You are viewing a plain text version of this content. The canonical link for it is here.

Posted to user@ignite.apache.org by Chrystophe Vergnaud <ch...@gmail.com> on 2021/12/16 12:27:27 UTC

using multiple columns Index

Hello,

I'm running an ignite 2.10 and I don't understand the behavior of the
multi-columns index.

For instance, I have a table t(id, a,b,c, d, e, f, g)
- id is a uuid and is the key
- a is a TIMESTAMP
- b is a  SMALLINT
- c is a TINYINT
- e, f, g are VARCHAR

this table have around 200M lines

I have to select data based on a, b, c in this order, so basically, I have
setup an index on (a,b,c)

If I apply a select with a WHERE clause on "a>=x AND a < y", it works
perfectly, the response time is ok (using USE INDEX)

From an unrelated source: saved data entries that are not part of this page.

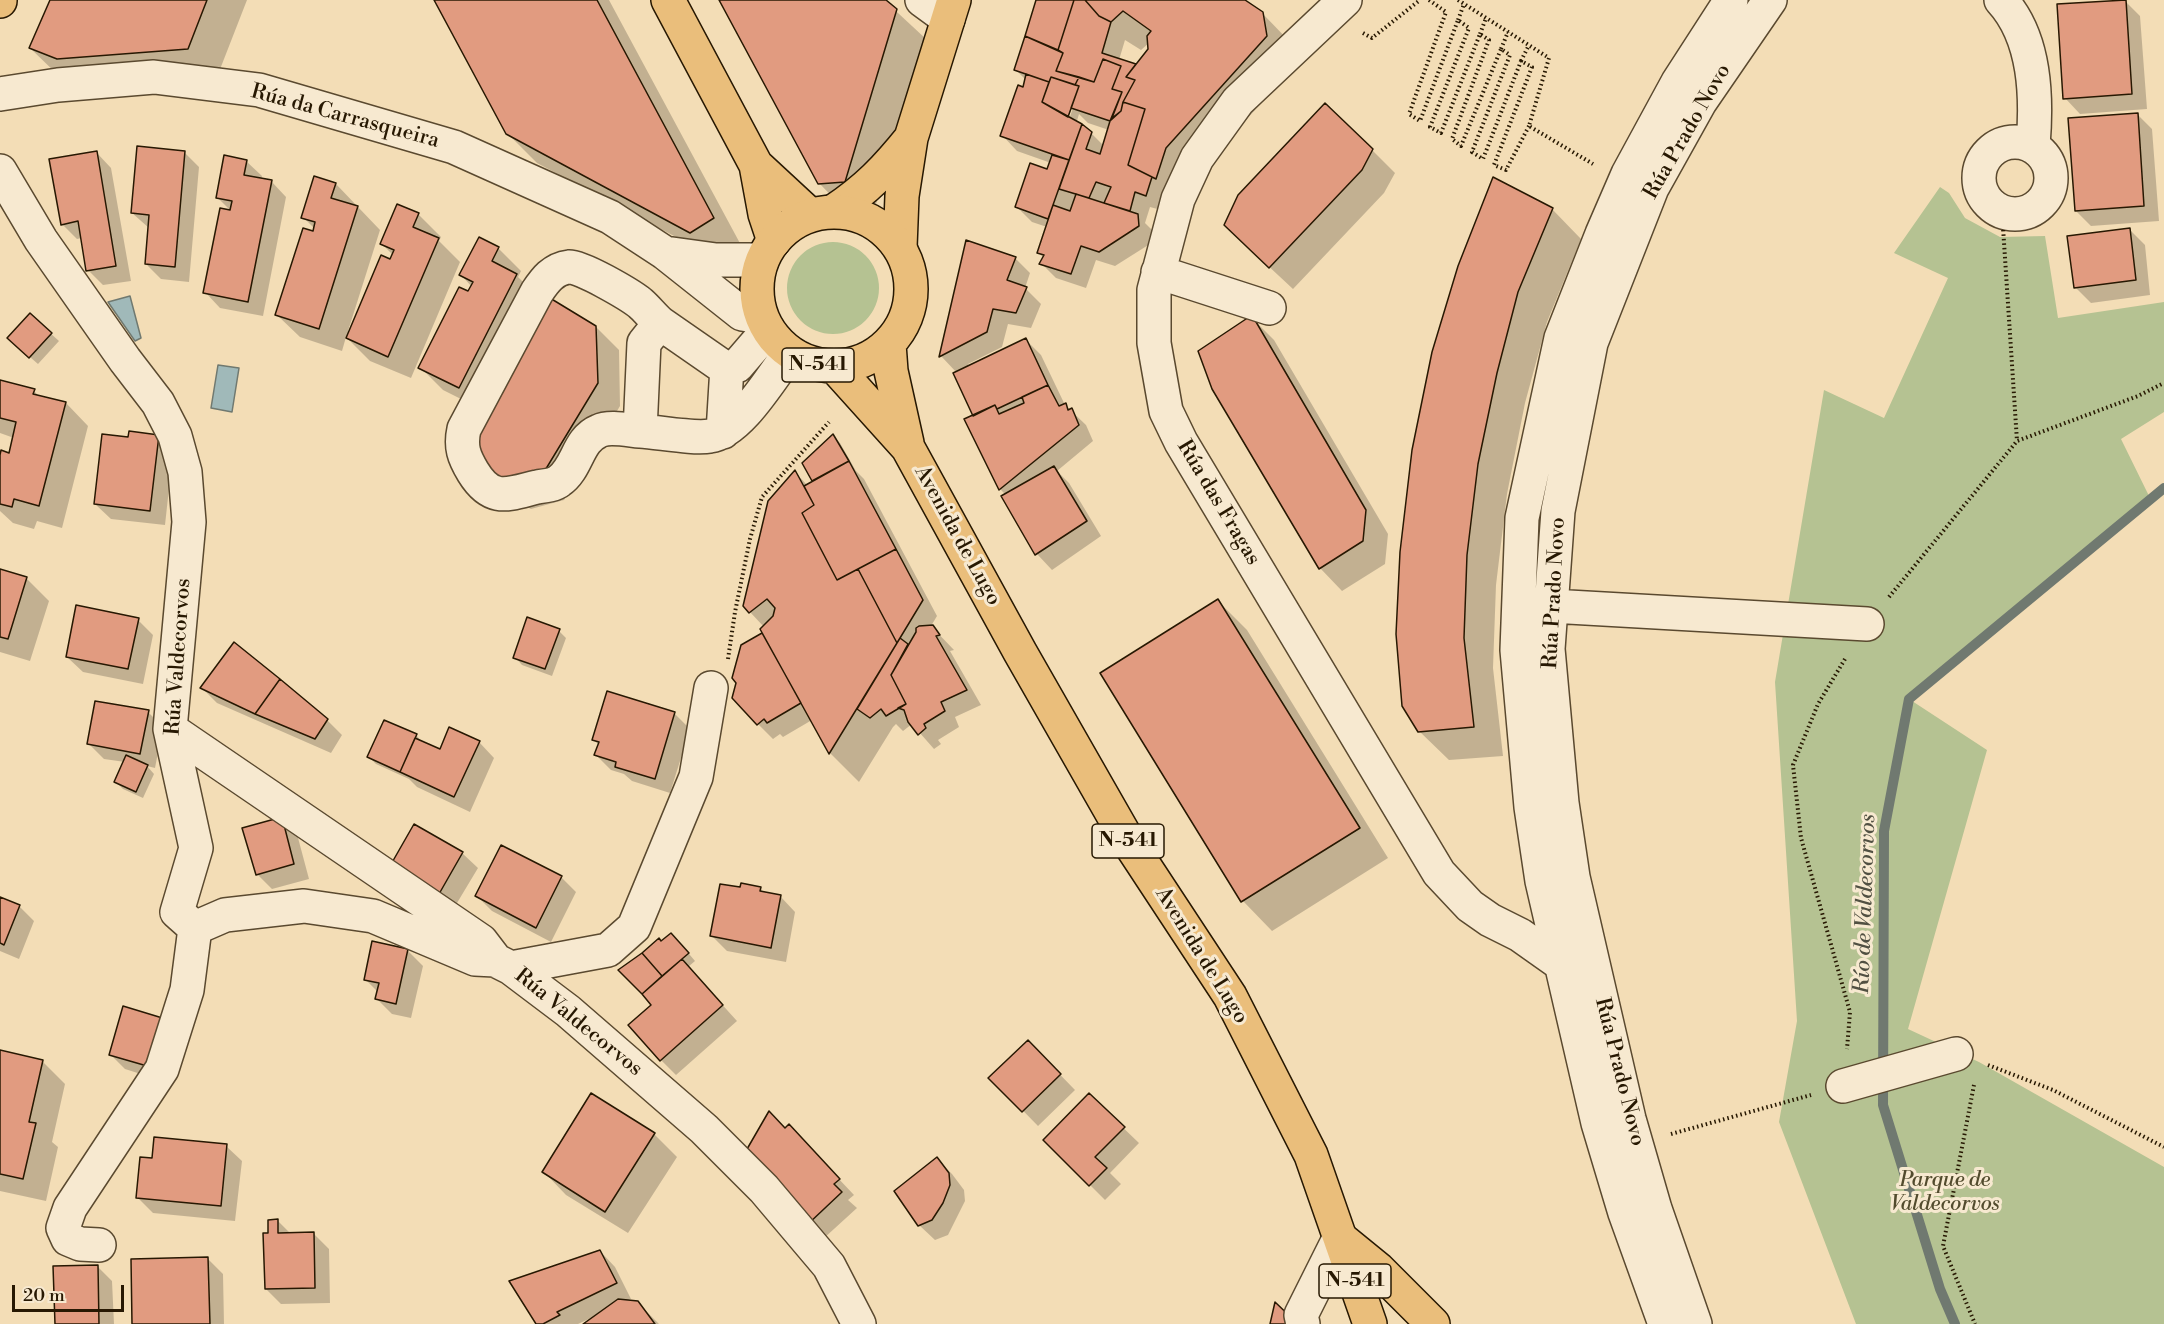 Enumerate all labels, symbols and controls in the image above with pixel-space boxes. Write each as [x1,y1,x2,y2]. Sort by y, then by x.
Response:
street label: Rúa Prado Novo [1639,60,1737,204]
street label: Rúa da Carrasqueira [248,80,442,154]
road number: N-541 [782,348,854,382]
street label: Rúa das Fragas [1171,436,1265,570]
street label: Avenida de Lugo [908,462,1006,610]
street label: Rúa Prado Novo [1538,516,1572,670]
street label: Rúa Valdecorvos [161,578,197,736]
water label: Río de Valdecorvos [1850,814,1882,994]
road number: N-541 [1092,824,1164,858]
street label: Avenida de Lugo [1149,883,1253,1029]
street label: Rúa Valdecorvos [509,964,647,1082]
street label: Rúa Prado Novo [1588,995,1650,1149]
park label: Parque de Valdecorvos [1890,1168,2000,1218]
road number: N-541 [1319,1264,1391,1298]
scale bar [15,1273,128,1311]
text: 20 m [23,1284,65,1307] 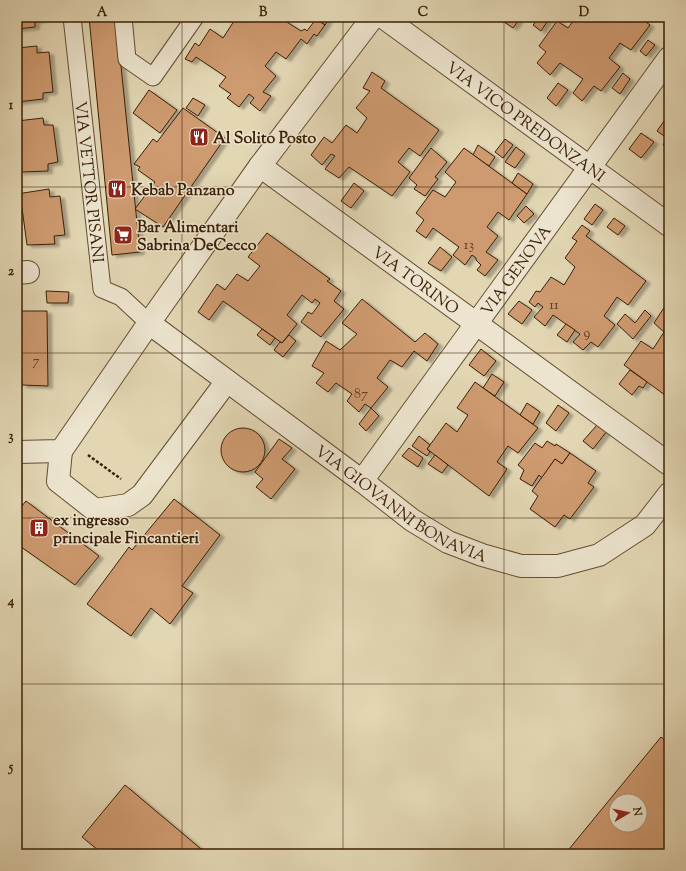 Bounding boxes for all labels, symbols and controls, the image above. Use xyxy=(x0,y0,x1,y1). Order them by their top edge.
text: A xyxy=(97,4,108,22)
text: B xyxy=(259,4,268,22)
text: C xyxy=(418,4,428,22)
text: D xyxy=(579,4,589,22)
street label: VIA VICO PREDONZANI xyxy=(440,57,609,189)
text: 1 xyxy=(9,97,14,115)
street label: VIA VETTOR PISANI xyxy=(67,100,108,264)
restaurant icon: Al Solito Posto xyxy=(188,126,210,148)
place label: Al Solito Posto xyxy=(213,128,316,151)
restaurant icon: Kebab Panzano xyxy=(106,178,128,200)
place label: Kebab Panzano xyxy=(131,180,235,203)
place label: Bar Alimentari Sabrina DeCecco xyxy=(137,217,257,258)
street label: VIA GENOVA xyxy=(477,221,558,321)
supermarket icon: Bar Alimentari Sabrina DeCecco xyxy=(112,224,134,246)
house number: 13 xyxy=(464,236,475,256)
street label: VIA TORINO xyxy=(366,242,463,321)
text: 2 xyxy=(8,263,15,281)
house number: 11 xyxy=(549,296,559,316)
house number: 9 xyxy=(584,324,591,344)
house number: 7 xyxy=(32,352,40,372)
house number: 87 xyxy=(354,385,368,405)
text: 3 xyxy=(8,428,14,446)
street label: VIA GIOVANNI BONAVIA xyxy=(309,441,490,570)
place label: ex ingresso principale Fincantieri xyxy=(53,510,200,551)
building icon: ex ingresso principale Fincantieri xyxy=(28,517,50,539)
text: 4 xyxy=(7,593,15,611)
text: 5 xyxy=(8,759,14,777)
north arrow xyxy=(608,793,648,833)
text: N xyxy=(628,805,646,817) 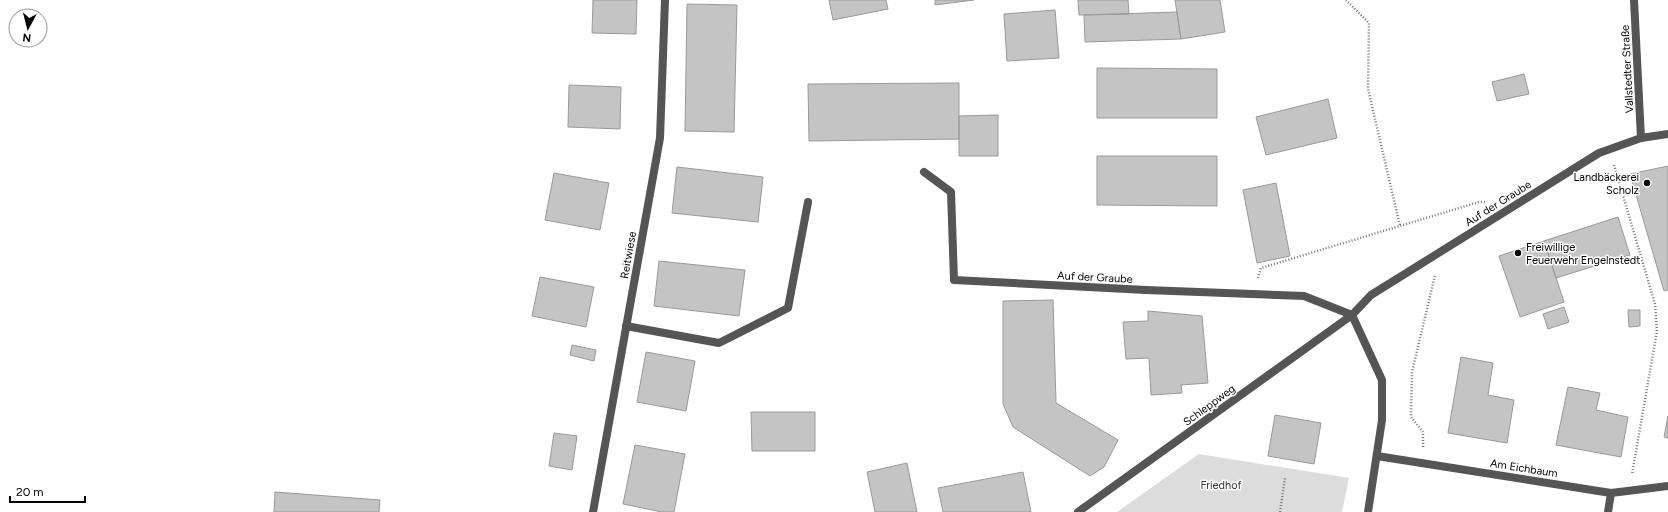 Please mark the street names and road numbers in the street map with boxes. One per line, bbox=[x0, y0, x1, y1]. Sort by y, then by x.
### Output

If I add the b in the WHERE clause I expect to optimize the response time
but it is not the case. Worst, if the value of b is not present in the
slice, it is responding as if the b was not in the WHERE clause at all (it
seems to run a full scan on the sub-result)

Do I miss something ? is it related to the implementation of the B+tree ?

Thanks in advance for your help.

Best regards,

Chrystophe Vergnaud
Architect @ Cyblex Technologies

Re: using multiple columns Index

Posted by Maksim Timonin <ti...@apache.org>.

Hi, Chrystophe!

> But do you have a tweak in mind to get better response time on this kind
of request ?

Do you mean queries that return an empty result set? Unfortunately, I'm not
aware of ways of improving performance of such queries.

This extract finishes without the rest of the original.